[DATA EXCERPTS — start]

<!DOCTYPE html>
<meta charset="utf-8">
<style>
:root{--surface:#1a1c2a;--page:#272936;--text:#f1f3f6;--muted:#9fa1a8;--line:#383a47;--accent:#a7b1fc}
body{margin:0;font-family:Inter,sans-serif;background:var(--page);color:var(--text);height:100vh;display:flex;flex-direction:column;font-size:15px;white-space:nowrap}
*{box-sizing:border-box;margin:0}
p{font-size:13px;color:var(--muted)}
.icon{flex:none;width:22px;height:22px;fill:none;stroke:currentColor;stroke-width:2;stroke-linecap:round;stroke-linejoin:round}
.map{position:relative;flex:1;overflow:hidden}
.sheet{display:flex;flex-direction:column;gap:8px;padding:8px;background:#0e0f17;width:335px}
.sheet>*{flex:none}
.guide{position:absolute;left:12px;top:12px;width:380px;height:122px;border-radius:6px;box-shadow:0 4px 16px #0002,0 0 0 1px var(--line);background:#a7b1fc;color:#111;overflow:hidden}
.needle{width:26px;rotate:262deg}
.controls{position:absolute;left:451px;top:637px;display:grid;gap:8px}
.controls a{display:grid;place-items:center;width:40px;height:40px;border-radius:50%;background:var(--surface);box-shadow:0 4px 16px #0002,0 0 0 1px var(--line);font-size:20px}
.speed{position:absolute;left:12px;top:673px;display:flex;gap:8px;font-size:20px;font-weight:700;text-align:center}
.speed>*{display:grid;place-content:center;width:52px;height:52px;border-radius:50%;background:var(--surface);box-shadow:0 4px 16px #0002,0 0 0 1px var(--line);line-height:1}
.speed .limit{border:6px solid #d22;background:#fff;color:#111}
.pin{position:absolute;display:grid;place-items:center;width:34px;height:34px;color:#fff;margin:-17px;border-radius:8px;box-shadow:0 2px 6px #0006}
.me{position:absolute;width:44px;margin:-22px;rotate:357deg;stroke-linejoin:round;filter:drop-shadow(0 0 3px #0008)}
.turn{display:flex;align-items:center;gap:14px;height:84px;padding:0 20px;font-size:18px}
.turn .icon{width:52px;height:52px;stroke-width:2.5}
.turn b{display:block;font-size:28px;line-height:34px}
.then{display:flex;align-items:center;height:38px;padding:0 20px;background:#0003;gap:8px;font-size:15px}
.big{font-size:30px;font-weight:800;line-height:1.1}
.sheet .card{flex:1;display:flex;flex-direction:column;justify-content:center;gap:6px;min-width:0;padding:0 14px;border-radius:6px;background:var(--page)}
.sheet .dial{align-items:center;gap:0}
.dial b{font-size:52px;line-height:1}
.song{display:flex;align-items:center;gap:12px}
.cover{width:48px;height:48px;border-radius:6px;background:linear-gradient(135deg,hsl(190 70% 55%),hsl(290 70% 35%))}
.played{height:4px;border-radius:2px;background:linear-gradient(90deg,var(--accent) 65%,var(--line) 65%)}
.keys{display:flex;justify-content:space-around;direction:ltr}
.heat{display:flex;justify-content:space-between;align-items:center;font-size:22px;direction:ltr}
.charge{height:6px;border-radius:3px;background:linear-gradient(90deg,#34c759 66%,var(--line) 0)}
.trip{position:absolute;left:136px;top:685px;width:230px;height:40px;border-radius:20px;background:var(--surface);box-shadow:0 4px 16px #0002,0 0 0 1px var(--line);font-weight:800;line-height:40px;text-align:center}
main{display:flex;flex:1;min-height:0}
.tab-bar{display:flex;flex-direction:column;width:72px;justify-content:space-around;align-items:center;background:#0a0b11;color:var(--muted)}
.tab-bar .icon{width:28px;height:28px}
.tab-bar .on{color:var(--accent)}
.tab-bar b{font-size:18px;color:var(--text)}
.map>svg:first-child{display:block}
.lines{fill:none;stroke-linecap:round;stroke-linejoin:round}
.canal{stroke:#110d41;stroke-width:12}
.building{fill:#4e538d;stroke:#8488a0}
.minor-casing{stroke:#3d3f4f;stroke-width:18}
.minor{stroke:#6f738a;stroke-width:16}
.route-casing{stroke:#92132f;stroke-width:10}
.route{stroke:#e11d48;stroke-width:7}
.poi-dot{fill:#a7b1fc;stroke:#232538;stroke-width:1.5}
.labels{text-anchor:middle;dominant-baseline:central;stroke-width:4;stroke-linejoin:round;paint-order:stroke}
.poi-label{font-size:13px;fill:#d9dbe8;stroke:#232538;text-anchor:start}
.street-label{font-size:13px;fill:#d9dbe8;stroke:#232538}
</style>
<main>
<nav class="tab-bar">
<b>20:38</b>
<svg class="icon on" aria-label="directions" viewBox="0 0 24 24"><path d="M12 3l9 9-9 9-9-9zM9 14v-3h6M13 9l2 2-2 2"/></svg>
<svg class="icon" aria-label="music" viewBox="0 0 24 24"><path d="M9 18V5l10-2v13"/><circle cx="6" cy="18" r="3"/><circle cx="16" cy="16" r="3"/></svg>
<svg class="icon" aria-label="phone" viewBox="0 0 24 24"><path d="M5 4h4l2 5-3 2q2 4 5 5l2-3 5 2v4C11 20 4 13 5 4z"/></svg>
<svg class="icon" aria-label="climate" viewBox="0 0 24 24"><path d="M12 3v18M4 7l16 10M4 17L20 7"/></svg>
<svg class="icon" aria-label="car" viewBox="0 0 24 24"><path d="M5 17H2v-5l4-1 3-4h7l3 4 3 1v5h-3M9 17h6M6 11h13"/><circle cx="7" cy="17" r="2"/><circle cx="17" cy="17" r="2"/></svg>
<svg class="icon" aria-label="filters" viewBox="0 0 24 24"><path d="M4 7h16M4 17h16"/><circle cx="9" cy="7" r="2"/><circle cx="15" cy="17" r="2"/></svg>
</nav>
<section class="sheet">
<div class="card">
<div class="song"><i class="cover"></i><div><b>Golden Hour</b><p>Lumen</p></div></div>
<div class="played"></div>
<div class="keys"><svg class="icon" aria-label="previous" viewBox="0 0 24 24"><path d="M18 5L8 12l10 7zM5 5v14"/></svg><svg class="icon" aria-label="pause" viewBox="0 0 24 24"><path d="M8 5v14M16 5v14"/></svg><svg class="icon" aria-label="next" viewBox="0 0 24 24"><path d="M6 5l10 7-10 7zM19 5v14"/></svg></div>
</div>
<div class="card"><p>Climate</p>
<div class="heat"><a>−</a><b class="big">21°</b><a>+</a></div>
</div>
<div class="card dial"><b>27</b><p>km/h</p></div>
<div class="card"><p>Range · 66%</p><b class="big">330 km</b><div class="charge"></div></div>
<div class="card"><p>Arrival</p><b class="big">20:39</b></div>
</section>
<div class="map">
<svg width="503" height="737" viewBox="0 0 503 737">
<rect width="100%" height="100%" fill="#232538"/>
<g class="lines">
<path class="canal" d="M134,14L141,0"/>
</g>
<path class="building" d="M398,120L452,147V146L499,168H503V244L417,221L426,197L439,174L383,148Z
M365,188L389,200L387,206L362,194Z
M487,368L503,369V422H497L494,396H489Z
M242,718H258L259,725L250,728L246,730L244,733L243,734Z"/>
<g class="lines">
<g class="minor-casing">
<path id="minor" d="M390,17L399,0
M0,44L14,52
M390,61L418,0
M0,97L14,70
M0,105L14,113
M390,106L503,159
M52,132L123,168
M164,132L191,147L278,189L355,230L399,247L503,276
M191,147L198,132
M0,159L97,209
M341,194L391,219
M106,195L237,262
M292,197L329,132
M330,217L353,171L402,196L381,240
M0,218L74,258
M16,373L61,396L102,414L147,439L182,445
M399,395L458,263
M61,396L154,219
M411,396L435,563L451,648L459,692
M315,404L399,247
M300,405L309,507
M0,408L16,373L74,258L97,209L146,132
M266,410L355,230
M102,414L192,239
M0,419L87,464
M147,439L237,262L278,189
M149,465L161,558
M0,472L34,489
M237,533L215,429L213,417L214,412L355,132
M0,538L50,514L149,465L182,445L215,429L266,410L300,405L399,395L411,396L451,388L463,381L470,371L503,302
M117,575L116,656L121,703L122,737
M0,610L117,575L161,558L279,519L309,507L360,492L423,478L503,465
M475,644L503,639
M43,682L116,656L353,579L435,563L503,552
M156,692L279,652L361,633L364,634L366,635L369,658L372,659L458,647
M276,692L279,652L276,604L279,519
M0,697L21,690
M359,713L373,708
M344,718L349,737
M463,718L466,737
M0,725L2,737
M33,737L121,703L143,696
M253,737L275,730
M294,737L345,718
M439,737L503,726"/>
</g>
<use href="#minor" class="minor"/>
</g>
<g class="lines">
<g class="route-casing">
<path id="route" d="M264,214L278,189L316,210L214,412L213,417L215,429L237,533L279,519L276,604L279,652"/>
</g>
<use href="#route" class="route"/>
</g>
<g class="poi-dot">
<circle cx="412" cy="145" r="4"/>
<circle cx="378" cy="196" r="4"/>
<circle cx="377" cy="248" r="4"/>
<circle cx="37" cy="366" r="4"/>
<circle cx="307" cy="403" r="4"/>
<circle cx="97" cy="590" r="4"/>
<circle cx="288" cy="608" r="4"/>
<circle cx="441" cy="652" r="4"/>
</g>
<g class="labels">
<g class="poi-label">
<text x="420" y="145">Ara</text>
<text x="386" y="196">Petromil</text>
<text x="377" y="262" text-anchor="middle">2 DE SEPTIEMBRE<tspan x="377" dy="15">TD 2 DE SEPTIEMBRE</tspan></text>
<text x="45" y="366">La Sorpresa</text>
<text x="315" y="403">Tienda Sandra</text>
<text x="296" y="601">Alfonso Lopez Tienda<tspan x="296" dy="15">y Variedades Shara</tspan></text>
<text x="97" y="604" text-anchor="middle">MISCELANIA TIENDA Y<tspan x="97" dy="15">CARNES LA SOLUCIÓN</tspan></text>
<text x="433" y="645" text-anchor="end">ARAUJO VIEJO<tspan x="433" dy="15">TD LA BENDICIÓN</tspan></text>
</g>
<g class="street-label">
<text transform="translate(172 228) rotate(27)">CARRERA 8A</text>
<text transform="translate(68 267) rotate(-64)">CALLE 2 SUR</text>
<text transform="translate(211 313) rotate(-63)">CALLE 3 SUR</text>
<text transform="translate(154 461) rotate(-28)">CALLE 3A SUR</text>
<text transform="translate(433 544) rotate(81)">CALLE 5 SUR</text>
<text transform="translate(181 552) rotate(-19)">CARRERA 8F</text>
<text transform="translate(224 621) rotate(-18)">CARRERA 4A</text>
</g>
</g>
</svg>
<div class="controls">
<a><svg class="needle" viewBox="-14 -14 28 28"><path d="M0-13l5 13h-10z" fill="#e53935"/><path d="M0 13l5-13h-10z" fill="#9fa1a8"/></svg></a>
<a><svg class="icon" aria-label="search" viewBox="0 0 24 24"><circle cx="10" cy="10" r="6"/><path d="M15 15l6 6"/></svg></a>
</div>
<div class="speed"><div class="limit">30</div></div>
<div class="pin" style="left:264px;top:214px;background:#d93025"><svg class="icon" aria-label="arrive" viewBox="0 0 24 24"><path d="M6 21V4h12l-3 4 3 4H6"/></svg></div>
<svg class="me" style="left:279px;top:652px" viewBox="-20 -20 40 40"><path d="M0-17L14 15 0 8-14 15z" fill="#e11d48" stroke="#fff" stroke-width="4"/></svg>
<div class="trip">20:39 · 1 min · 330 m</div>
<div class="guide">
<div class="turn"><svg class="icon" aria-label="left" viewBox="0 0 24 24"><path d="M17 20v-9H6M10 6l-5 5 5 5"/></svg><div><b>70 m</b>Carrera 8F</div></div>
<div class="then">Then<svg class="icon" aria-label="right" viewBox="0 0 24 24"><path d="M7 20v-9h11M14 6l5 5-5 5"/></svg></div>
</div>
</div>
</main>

[DATA EXCERPTS — finish]

WORK INSTRUCTION.
Each line of the material with the word "overflow" in it should be listed.

WRITTEN RESPONSE.
.map{position:relative;flex:1;overflow:hidden}
.guide{position:absolute;left:12px;top:12px;width:380px;height:122px;border-radius:6px;box-shadow:0 4px 16px #0002,0 0 0 1px var(--line);background:#a7b1fc;color:#111;overflow:hidden}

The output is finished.